◆ **TO DO**
Copy nothing from the entries below except the lines from the one containing "M636,33l10,-33" through the one containing "M20,521l55,19 15,23", and copy those exactly.

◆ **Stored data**
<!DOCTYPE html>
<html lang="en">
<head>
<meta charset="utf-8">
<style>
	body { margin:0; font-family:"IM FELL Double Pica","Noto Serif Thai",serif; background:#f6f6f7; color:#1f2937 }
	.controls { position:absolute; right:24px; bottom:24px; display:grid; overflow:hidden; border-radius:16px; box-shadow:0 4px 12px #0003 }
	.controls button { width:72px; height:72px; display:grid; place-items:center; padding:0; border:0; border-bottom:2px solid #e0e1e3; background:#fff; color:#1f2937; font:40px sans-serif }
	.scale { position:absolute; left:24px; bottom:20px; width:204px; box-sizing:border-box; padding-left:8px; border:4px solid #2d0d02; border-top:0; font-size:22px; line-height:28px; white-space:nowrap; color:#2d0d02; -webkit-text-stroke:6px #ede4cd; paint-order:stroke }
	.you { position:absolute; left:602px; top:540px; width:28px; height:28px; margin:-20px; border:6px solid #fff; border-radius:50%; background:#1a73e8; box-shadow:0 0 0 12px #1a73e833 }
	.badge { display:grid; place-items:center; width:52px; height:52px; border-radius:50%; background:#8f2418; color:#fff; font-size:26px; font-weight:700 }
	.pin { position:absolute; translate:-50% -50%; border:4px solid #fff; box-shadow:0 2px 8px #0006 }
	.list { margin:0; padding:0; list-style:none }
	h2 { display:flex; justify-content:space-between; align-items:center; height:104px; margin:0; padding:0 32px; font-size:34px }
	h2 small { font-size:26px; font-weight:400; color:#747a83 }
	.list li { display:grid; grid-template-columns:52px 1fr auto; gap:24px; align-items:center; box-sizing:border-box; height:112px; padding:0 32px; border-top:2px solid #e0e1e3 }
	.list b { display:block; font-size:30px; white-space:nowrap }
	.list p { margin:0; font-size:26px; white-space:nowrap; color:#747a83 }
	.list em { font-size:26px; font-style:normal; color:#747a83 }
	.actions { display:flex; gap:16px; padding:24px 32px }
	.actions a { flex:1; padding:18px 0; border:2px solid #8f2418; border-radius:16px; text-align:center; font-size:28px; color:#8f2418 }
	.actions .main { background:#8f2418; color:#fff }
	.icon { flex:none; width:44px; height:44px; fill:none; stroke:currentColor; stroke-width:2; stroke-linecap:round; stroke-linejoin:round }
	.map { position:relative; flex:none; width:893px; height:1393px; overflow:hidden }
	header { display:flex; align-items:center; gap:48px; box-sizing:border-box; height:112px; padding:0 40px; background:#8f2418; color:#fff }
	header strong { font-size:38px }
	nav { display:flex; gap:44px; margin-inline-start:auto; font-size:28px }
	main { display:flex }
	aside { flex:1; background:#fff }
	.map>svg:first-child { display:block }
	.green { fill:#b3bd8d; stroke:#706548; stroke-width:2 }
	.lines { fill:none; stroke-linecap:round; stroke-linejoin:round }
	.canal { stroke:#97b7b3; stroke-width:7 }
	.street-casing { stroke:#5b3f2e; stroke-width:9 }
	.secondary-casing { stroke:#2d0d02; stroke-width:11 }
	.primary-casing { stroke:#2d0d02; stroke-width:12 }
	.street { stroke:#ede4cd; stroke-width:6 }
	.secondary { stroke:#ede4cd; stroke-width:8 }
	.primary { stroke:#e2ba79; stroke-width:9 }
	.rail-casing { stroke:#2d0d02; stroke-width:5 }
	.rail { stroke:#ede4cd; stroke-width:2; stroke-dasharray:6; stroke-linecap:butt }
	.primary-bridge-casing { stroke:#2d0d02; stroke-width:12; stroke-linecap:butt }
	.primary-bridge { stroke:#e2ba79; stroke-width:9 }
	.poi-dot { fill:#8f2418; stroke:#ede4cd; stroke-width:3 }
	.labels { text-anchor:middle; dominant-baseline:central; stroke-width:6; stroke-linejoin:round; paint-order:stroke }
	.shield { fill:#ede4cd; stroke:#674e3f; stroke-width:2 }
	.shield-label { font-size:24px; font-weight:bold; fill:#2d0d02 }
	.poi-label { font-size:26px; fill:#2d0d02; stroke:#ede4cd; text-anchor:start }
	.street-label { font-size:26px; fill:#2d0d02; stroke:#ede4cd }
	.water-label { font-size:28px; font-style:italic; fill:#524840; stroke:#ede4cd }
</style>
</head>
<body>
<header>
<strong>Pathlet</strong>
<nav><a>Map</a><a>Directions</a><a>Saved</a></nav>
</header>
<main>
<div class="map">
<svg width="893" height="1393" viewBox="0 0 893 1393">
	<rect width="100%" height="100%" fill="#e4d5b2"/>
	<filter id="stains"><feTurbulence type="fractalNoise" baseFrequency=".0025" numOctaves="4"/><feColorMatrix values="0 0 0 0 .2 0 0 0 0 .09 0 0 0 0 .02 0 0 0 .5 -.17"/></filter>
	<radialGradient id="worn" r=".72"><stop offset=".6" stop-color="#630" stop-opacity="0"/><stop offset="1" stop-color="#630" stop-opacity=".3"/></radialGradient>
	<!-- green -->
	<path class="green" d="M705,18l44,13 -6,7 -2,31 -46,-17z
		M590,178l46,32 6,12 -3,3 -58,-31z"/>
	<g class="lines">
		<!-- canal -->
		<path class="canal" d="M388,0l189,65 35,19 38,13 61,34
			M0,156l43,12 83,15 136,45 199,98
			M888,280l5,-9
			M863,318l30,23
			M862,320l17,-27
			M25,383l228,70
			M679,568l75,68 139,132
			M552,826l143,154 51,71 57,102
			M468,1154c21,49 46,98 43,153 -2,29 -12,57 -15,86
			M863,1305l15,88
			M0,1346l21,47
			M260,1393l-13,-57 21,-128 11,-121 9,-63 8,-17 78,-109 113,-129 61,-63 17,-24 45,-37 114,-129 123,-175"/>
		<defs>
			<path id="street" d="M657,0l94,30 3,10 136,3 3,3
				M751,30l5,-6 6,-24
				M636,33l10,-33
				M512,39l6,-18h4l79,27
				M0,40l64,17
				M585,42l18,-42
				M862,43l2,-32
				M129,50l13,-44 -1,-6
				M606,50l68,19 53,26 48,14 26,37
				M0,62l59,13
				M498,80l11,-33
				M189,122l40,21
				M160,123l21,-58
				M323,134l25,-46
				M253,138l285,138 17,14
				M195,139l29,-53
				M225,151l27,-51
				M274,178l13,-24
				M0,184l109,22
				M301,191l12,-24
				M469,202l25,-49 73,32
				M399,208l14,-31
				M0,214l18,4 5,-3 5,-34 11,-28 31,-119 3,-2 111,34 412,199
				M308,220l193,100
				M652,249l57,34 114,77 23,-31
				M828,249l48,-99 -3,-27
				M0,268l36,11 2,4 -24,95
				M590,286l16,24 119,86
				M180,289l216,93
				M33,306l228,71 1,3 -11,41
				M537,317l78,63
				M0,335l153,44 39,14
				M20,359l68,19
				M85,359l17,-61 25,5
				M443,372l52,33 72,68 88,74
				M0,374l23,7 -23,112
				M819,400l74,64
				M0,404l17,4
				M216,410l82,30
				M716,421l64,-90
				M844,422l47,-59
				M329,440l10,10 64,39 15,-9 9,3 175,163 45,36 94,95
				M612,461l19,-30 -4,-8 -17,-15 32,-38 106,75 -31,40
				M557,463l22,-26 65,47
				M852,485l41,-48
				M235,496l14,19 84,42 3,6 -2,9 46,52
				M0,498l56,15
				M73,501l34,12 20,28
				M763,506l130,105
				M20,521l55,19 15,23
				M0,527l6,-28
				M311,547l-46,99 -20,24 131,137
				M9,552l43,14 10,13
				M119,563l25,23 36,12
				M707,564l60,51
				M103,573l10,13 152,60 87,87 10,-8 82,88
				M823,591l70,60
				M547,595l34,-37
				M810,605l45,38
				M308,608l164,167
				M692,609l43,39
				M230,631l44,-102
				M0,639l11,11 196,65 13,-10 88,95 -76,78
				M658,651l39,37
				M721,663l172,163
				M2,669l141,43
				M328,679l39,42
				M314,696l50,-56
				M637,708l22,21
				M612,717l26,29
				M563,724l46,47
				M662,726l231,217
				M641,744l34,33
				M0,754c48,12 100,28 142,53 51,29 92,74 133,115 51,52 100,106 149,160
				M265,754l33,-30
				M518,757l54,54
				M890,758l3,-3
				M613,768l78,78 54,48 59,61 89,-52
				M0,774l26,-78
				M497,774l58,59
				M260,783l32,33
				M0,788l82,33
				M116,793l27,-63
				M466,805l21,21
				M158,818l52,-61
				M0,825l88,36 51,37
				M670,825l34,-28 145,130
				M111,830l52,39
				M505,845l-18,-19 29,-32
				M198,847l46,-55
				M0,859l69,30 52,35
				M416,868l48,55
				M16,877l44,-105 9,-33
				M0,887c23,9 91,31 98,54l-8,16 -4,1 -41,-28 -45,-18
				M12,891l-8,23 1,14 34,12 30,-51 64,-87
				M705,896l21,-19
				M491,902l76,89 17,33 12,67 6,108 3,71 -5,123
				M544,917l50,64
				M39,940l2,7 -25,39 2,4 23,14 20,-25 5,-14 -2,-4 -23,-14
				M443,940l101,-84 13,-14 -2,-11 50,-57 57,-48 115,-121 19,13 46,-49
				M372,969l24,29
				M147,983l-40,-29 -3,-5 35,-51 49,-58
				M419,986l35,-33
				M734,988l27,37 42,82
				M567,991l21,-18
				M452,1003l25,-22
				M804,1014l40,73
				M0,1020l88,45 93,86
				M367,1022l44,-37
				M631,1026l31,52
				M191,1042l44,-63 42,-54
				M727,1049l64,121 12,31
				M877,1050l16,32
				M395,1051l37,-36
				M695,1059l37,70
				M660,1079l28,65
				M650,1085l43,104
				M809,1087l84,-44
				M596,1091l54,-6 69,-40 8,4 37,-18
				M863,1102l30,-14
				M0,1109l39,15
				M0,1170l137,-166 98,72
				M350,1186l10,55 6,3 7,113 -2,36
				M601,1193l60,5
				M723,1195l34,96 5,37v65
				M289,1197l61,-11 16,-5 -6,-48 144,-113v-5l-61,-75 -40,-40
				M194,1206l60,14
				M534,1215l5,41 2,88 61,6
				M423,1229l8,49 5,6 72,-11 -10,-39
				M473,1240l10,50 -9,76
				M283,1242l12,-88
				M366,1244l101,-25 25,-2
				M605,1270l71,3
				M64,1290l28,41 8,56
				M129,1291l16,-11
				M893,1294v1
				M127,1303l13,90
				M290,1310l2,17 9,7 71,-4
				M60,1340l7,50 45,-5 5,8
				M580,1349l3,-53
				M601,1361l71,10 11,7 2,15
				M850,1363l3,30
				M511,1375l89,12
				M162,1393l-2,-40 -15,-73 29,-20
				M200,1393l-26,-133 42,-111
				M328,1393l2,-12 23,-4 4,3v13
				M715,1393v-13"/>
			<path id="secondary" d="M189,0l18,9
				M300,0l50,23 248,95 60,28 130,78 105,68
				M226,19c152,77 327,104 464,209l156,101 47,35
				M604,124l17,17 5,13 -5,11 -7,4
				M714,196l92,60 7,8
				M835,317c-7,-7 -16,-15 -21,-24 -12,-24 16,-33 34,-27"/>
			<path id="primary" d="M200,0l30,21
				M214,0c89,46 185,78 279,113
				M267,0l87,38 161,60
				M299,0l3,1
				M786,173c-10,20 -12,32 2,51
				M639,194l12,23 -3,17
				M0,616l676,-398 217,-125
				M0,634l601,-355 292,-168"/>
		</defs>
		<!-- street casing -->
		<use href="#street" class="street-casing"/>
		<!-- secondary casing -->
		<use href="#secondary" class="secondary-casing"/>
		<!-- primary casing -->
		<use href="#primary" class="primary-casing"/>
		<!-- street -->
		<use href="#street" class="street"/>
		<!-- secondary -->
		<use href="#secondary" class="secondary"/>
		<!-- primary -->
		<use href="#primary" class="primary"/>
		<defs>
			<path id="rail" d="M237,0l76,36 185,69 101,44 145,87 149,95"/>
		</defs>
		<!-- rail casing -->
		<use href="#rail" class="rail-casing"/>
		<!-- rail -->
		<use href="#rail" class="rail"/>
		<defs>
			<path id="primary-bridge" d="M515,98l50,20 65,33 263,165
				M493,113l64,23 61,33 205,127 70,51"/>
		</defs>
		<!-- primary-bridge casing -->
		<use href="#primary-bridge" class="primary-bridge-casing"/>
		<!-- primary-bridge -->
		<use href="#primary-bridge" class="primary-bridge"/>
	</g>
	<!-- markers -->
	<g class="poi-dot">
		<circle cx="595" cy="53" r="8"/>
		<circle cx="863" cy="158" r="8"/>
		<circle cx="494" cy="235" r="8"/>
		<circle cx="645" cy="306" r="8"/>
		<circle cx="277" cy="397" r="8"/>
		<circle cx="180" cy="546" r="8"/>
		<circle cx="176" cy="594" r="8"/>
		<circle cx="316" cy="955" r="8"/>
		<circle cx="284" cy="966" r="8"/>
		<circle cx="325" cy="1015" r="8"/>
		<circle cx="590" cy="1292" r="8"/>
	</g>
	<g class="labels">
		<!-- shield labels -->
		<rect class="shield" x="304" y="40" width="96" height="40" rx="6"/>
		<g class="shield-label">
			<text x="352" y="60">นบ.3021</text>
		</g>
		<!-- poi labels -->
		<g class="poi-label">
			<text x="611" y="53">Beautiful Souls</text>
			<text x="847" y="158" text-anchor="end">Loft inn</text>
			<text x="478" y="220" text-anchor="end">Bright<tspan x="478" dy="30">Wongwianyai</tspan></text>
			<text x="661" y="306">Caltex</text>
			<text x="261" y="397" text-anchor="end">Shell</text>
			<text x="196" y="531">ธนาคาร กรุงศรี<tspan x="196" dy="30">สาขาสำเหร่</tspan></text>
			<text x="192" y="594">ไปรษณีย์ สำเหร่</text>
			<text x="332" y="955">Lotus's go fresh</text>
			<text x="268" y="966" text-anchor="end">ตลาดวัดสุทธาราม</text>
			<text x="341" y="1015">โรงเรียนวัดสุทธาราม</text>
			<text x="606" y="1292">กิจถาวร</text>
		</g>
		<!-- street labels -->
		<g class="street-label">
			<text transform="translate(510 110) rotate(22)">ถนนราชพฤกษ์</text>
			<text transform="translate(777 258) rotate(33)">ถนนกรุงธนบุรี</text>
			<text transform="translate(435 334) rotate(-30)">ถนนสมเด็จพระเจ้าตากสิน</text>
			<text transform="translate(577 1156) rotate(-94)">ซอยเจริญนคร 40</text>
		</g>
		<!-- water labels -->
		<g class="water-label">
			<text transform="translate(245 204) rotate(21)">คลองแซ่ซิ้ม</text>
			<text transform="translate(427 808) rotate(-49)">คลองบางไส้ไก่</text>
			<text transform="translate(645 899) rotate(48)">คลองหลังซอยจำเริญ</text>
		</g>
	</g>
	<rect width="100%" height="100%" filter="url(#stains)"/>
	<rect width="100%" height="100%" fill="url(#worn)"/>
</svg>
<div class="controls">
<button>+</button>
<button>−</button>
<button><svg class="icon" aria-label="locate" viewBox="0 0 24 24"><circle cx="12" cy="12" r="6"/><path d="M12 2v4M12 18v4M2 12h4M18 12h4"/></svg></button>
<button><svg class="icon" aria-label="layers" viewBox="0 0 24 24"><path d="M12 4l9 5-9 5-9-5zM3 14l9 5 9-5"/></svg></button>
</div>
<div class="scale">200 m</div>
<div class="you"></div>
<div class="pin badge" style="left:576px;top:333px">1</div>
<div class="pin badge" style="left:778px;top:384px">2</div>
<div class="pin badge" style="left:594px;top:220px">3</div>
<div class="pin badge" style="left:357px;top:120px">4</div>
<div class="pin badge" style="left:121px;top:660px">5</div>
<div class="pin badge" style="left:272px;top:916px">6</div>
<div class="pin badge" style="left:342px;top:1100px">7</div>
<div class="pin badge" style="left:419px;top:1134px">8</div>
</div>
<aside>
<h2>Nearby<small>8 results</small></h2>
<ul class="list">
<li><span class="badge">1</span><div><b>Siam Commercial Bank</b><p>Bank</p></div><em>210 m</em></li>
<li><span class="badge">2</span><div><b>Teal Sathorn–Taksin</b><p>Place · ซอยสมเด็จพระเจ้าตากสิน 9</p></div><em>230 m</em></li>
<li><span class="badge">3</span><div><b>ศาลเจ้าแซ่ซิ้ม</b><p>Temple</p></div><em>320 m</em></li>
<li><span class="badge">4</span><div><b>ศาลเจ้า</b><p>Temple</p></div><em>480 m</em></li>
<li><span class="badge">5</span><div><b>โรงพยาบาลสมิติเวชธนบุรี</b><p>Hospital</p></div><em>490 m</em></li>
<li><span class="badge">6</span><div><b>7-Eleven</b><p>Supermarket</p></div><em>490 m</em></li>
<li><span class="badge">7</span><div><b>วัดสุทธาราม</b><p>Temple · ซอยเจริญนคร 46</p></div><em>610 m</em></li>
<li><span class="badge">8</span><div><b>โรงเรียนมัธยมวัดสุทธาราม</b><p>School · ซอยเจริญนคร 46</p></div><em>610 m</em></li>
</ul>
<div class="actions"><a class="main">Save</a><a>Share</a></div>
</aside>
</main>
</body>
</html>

◆ **TASK RESULT**
				M636,33l10,-33
				M512,39l6,-18h4l79,27
				M0,40l64,17
				M585,42l18,-42
				M862,43l2,-32
				M129,50l13,-44 -1,-6
				M606,50l68,19 53,26 48,14 26,37
				M0,62l59,13
				M498,80l11,-33
				M189,122l40,21
				M160,123l21,-58
				M323,134l25,-46
				M253,138l285,138 17,14
				M195,139l29,-53
				M225,151l27,-51
				M274,178l13,-24
				M0,184l109,22
				M301,191l12,-24
				M469,202l25,-49 73,32
				M399,208l14,-31
				M0,214l18,4 5,-3 5,-34 11,-28 31,-119 3,-2 111,34 412,199
				M308,220l193,100
				M652,249l57,34 114,77 23,-31
				M828,249l48,-99 -3,-27
				M0,268l36,11 2,4 -24,95
				M590,286l16,24 119,86
				M180,289l216,93
				M33,306l228,71 1,3 -11,41
				M537,317l78,63
				M0,335l153,44 39,14
				M20,359l68,19
				M85,359l17,-61 25,5
				M443,372l52,33 72,68 88,74
				M0,374l23,7 -23,112
				M819,400l74,64
				M0,404l17,4
				M216,410l82,30
				M716,421l64,-90
				M844,422l47,-59
				M329,440l10,10 64,39 15,-9 9,3 175,163 45,36 94,95
				M612,461l19,-30 -4,-8 -17,-15 32,-38 106,75 -31,40
				M557,463l22,-26 65,47
				M852,485l41,-48
				M235,496l14,19 84,42 3,6 -2,9 46,52
				M0,498l56,15
				M73,501l34,12 20,28
				M763,506l130,105
				M20,521l55,19 15,23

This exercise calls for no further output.